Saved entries
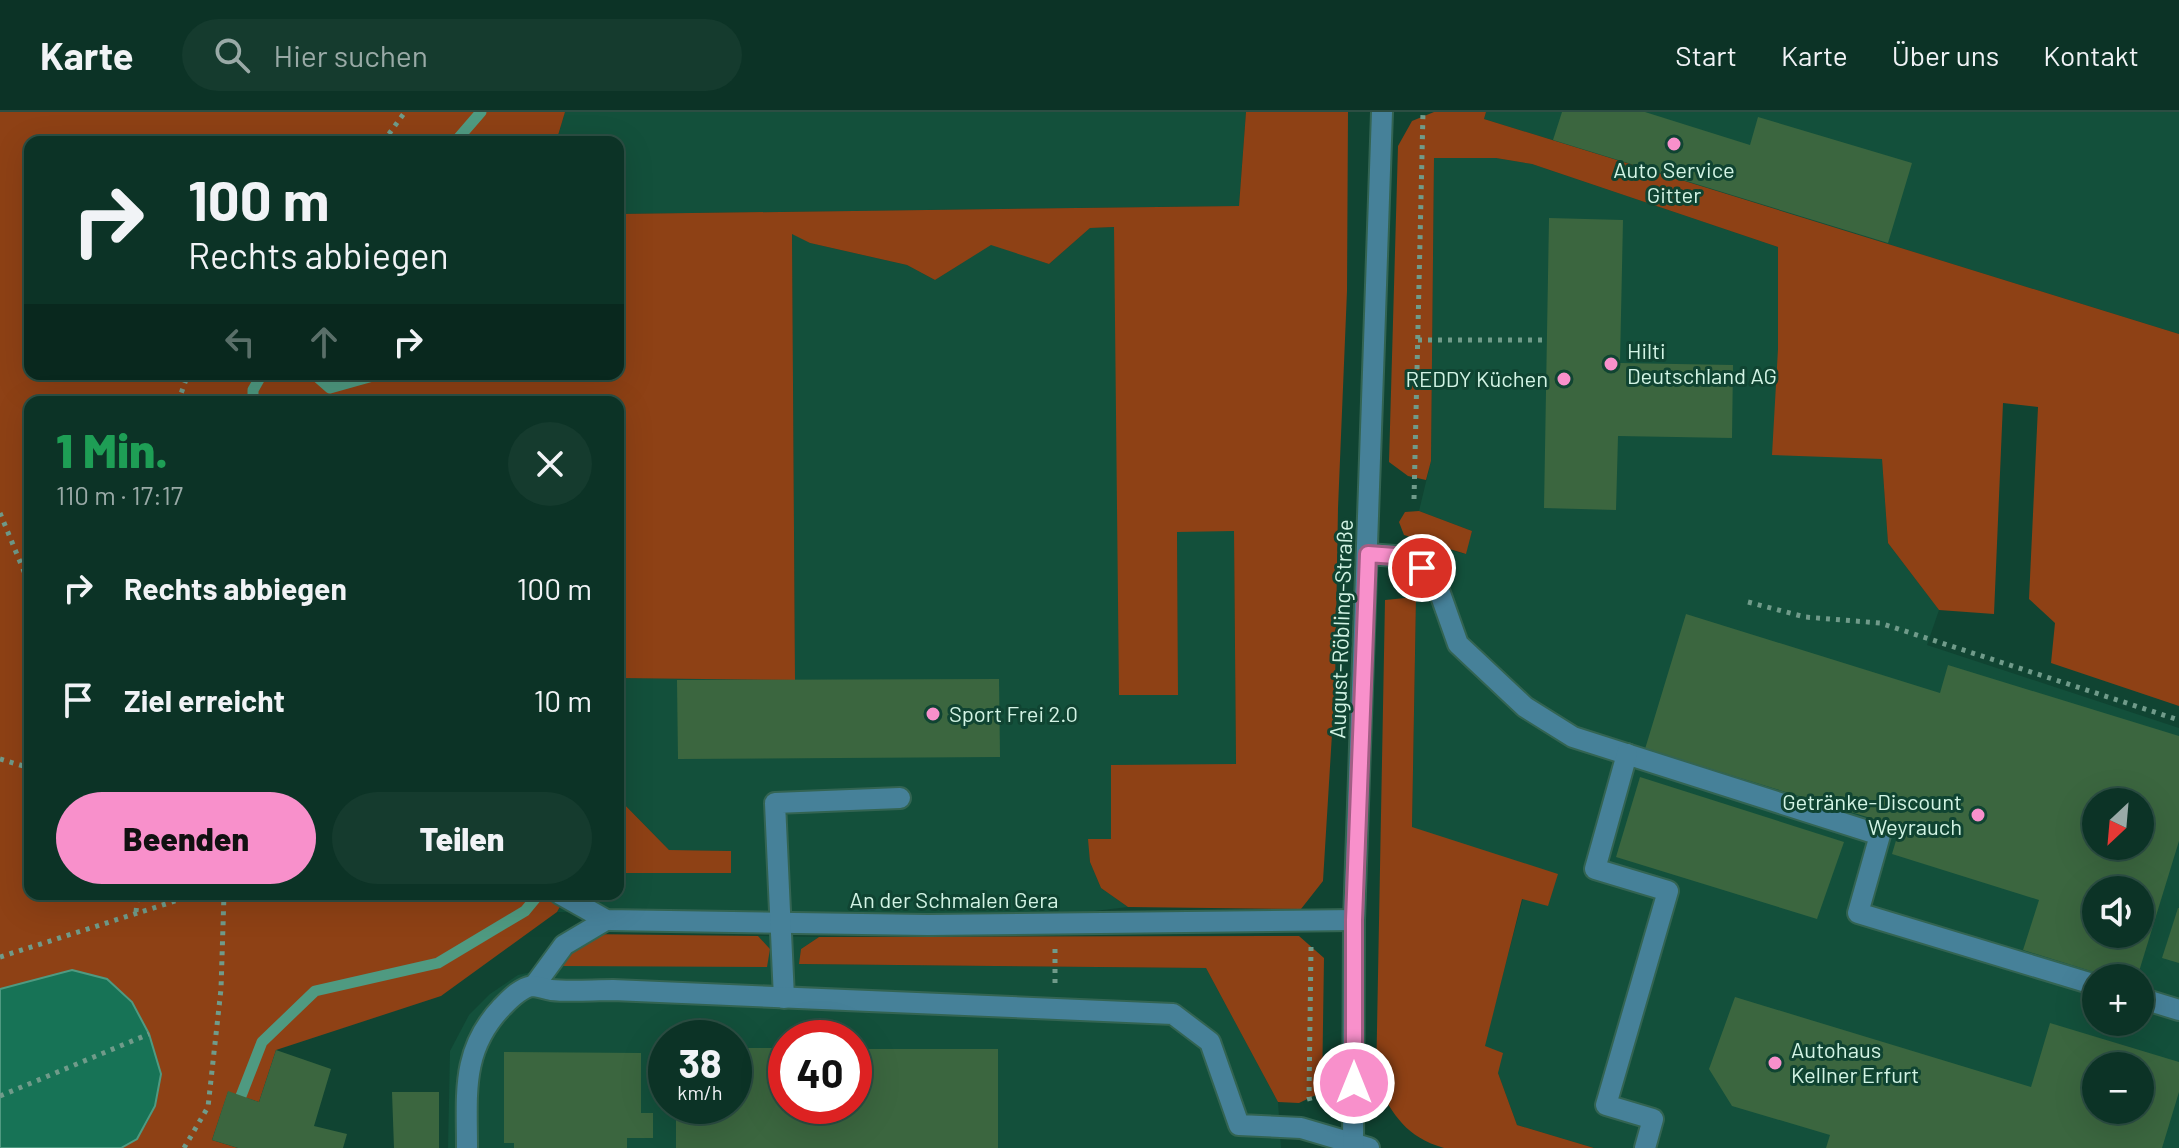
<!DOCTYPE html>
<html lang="de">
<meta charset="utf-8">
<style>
:root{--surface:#0c3326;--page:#153b2e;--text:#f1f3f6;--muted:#9aaaa7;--line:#2c4e43;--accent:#f890cb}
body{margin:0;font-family:Barlow,sans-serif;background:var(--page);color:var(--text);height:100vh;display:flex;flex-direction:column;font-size:30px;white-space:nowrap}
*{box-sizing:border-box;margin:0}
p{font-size:26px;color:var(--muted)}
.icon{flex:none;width:44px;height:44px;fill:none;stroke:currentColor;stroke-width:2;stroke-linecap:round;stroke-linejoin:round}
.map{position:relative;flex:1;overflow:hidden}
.panel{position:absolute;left:24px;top:284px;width:600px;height:504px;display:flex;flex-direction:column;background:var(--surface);border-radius:16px;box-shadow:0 8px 32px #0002,0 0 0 2px var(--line)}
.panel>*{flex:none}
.top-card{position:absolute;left:24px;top:24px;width:600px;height:244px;border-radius:16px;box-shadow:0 8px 32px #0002,0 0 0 2px var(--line);background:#0c3326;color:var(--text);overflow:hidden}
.needle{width:52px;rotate:206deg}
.fabs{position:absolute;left:2082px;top:676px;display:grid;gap:16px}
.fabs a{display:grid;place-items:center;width:72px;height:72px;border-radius:50%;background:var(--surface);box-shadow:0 8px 32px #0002,0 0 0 2px var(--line);font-size:40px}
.speed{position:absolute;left:648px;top:908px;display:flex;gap:16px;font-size:40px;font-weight:700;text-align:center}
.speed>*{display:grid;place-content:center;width:104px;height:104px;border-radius:50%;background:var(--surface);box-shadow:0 8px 32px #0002,0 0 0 2px var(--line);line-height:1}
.speed small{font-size:20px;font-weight:400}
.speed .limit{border:12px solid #d22;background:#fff;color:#111}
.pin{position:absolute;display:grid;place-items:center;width:68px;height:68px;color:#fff;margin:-34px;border:4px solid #fff;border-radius:50%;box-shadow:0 2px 8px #0007}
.me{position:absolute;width:88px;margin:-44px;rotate:0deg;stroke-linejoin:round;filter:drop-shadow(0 0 6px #0008)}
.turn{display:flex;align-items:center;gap:28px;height:168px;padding:0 32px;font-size:36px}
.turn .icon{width:104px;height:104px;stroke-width:2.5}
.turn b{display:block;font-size:56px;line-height:68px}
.lanes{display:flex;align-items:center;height:76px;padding:0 32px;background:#0003;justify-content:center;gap:40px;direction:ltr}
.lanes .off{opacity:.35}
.round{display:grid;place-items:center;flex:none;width:84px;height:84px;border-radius:42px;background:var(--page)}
.overview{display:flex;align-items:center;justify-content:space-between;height:136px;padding:0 32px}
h1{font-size:48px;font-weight:800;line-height:60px;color:#1e9e55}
.primary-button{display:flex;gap:16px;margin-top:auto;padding:16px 32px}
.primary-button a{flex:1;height:92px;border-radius:48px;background:var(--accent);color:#111;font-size:32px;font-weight:800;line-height:92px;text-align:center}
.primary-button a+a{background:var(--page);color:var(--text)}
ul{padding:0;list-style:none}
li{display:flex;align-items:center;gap:24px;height:112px;padding:0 32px}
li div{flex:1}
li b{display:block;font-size:30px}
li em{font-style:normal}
header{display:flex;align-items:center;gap:48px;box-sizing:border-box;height:112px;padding:0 40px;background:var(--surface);border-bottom:2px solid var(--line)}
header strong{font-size:38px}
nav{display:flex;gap:44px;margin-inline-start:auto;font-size:28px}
.search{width:560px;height:72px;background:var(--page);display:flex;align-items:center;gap:20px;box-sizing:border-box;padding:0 28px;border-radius:44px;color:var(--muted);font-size:30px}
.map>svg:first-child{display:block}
</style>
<header>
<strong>Karte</strong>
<div class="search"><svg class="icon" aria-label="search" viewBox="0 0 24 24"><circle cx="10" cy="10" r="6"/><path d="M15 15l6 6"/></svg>Hier suchen</div>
<nav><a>Start</a><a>Karte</a><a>Über uns</a><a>Kontakt</a></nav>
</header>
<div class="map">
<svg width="2179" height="1036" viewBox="0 0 2179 1036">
<rect width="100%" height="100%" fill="#104432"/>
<g fill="#13503b" fill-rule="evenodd">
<polygon points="565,0 1246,0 1239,94 618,102 618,30 556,30"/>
<polygon points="1486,0 2179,0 2179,222 1484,7"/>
<path d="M1434 45 1496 46 1532 52 1778 135V237L1882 347 1888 431 1939 498 1927 533 2179 616V1036H1594L1517 1013 1498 961 1484 934 1523 786 1412 716 1417 429 1465 442 1472 419 1419 399 1431 349ZM2096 690H2140V734H2096ZM2096 778H2140V822H2096ZM2096 866H2140V910H2096ZM2096 954H2140V998H2096Z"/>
<polygon points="1114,115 1118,277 1178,582 1177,419 1234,419 1236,653 1111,727 1089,728 1090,750 1101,776 1128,795 1044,805 901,807 557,800 567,782 618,782 618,761 730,761 730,739 669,738 618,686 618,566 795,567 792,121 810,131 907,153 935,168 991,132 1049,152 1090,116"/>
<path d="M758 824 819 825 801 837 800 852 1206 856 1278 990 1281 1036H448L450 939 469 903 490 882 518 863 558 854 770 837ZM666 926H734V994H666ZM786 926H854V994H786Z"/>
</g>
<g fill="#8e4115">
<path d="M0 0H565L556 30H30V262H618V102L1239 94 1246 0H1348L1347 179 1338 396 1335 573 1323 769 1301 797 1128 795 1101 776 1090 750 1088 727H1111V653L1236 652 1234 419 1177 420 1178 583H1119L1114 115 1090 116 1049 152 991 133 935 168 907 153 810 131 792 122 795 568 618 566V290H30V782H567L557 800 441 884 276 938 259 990 228 980 212 1028 238 1036H121C151 1020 155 993 161 962L72 858 0 877Z"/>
<polygon points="1434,0 1486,0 1484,7 2179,222 2179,594 2051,551 2055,511 2029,487 2038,295 2003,291 1994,502 1939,498 1888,431 1882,347 1772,343 1778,237 1778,135 1532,52 1496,46 1434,46 1431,349 1426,368 1408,364 1389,350 1398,34 1412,9"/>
<polygon points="1419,399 1472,419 1466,442 1404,423 1399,410 1405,400"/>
<path d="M1416 485 1412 715 1558 762 1548 794 1522 787 1485 934 1503 941 1498 961 1517 1013 1594 1036H1444C1406 1025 1394 1004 1376 971L1385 488Z"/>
<polygon points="618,686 669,738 731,739 731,761 618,761"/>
<polygon points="584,822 758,824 770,837 767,855 558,854"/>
<polygon points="1299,824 1324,846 1322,980 1299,991 1278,990 1206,856 799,852 801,837 819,825"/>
</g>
<polygon fill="#177356" stroke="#4f9a81" stroke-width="2" points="72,858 107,867 132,890 149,922 161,962 155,994 137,1027 121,1036 0,1036 0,877"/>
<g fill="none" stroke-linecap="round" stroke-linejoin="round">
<g stroke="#4f9a81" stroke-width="11">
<polyline points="455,30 481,0"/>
<polyline points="314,262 330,276 380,262"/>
<polyline points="253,290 253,278 262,262"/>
<polyline points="241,984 262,930 315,879 438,851 525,799 539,782"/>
</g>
</g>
<g fill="#3b663f" fill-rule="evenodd">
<polygon points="1562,0 1645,0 1750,33 1758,5 1912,51 1888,131 1553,28"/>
<polygon points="1549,106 1623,108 1620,251 1733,253 1732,326 1618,324 1616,398 1544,396"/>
<path d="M1686 502 1940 581 1948 553 2179 624V729L2137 866H2113L2023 838 2039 788 1892 742 1900 715 1645 637ZM2096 690H2140V734H2096ZM2096 778H2140V822H2096Z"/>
<polygon points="999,567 1000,645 678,647 677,568"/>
<polygon points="1640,665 1844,730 1817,807 1616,745"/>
<polygon points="2178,796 2179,796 2179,851 2162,846"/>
<path d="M1735 885 2031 975 2050 911 2179 950V980L2162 1036H1826L1830 1023 1732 994 1709 957ZM2096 954H2140V998H2096Z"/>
<polygon points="734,936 786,936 786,994 854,994 854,937 998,937 998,1036 676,1036 676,994 734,994"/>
<polygon points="276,938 331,957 314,1014 347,1022 343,1036 238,1036 212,1028 228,979 259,990"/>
<polygon points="504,940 641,941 641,1001 653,1001 653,1026 627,1026 627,1036 514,1036 514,1031 504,1031"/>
<polygon points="392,980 439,980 439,1036 394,1036"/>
</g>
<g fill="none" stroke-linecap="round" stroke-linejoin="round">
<defs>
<g id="minor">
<polyline points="1368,442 1408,445 1435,467 1458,532 1525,595 1573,625 1880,723 1858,801 2096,873"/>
<polyline points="1627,642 1595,757 1668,779 1606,993 1653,1007 1645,1036"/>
<polyline points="560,782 606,808 928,813 1354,808"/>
<polyline points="534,874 564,833 606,808"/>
<polyline points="784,886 775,691 900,686"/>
<polyline points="2140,886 2179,898"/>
<path d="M467 1036C467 981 461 938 502 895 510 887 520 876 532 874 538 874 545 877 551 878 571 880 593 878 613 878L1173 902 1210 930 1239 1013 1301 1016 1369 1036"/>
<polyline points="1353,1036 1354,808 1382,0"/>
</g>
</defs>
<use href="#minor" stroke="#336452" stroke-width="24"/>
<g stroke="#709b8a" stroke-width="5" stroke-dasharray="4 6" stroke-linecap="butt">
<polyline points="383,30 405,0"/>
<polyline points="1418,228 1547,228"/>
<polyline points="178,290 188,262"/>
<polyline points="1414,387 1423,0"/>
<polyline points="0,401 30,474"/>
<polyline points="1748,490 1805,505 1880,511 2179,608"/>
<polyline points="0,647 30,656"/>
<polyline points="136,800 138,782"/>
<polyline points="1311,835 1309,985 1311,992"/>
<polyline points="0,845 197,782"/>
<polyline points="1055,871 1055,837"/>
<polyline points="0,984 149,922"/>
<polyline points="184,1036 208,995 221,877 224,782"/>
</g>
<use href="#minor" stroke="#468199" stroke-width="20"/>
</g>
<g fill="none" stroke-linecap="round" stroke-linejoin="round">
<defs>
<polyline id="route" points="1354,971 1354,808 1368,442 1408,445 1422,456"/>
</defs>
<use href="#route" stroke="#a15e84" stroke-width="20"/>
<use href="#route" stroke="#f890cb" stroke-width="14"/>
</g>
<g fill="#f890cb" stroke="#104432" stroke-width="3">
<circle cx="1674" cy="32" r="8"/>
<circle cx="1611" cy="252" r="8"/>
<circle cx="1564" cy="267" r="8"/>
<circle cx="933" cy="602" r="8"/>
<circle cx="1978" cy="703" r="8"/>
<circle cx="1775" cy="951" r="8"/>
</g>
<g text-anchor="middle" stroke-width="6" stroke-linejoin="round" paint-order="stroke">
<g font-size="22" fill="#d3f4e5" stroke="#104432" text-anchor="start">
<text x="1674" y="66" text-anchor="middle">Auto Service<tspan x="1674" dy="25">Gitter</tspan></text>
<text x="1627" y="247">Hilti<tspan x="1627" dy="25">Deutschland AG</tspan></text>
<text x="1548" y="275" text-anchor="end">REDDY Küchen</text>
<text x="949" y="610">Sport Frei 2.0</text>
<text x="1962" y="698" text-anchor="end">Getränke-Discount<tspan x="1962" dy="25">Weyrauch</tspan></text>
<text x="1791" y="946">Autohaus<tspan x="1791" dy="25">Kellner Erfurt</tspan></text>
</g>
<g font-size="22" fill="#d3f4e5" stroke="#104432">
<text transform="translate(1341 517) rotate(-88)" y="8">August-Röbling-Straße</text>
<text x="954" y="796">An der Schmalen Gera</text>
</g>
</g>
</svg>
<div class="fabs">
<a><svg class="needle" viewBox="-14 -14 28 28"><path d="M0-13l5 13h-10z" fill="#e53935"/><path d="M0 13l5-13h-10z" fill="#9aaaa7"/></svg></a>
<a><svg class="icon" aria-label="sound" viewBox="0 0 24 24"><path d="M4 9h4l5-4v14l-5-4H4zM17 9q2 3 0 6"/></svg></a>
<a>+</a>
<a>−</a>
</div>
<div class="speed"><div>38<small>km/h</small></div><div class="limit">40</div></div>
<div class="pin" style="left:1422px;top:456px;background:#d93025"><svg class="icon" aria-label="arrive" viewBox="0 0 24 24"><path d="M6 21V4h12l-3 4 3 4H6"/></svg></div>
<svg class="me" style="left:1354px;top:971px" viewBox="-20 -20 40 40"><circle r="17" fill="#f890cb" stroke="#fff" stroke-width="3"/><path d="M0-11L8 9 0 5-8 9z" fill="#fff"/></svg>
<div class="top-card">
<div class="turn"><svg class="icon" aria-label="right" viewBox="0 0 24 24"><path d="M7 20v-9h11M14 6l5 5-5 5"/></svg><div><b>100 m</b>Rechts abbiegen</div></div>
<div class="lanes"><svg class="icon off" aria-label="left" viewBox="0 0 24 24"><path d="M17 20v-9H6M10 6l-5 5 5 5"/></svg><svg class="icon off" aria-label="ahead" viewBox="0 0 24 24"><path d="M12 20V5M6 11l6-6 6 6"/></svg><svg class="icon" aria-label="right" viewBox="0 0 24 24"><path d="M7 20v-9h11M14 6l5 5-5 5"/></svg></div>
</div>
<section class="panel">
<div class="overview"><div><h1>1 Min.</h1><p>110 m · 17:17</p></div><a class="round"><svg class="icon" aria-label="close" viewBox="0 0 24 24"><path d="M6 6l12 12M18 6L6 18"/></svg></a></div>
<ul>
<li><svg class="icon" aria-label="right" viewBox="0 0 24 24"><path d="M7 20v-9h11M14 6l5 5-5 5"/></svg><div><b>Rechts abbiegen</b></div><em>100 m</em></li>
<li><svg class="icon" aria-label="arrive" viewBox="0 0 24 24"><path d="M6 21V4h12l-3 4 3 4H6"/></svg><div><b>Ziel erreicht</b></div><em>10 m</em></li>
</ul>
<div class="primary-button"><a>Beenden</a><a>Teilen</a></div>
</section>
</div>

▶ [WORK INSTRUCTIONS]: From the entries, copy every line in which the word "limit" occurs.

▶ [THE ANSWER]:
.speed .limit{border:12px solid #d22;background:#fff;color:#111}
<div class="speed"><div>38<small>km/h</small></div><div class="limit">40</div></div>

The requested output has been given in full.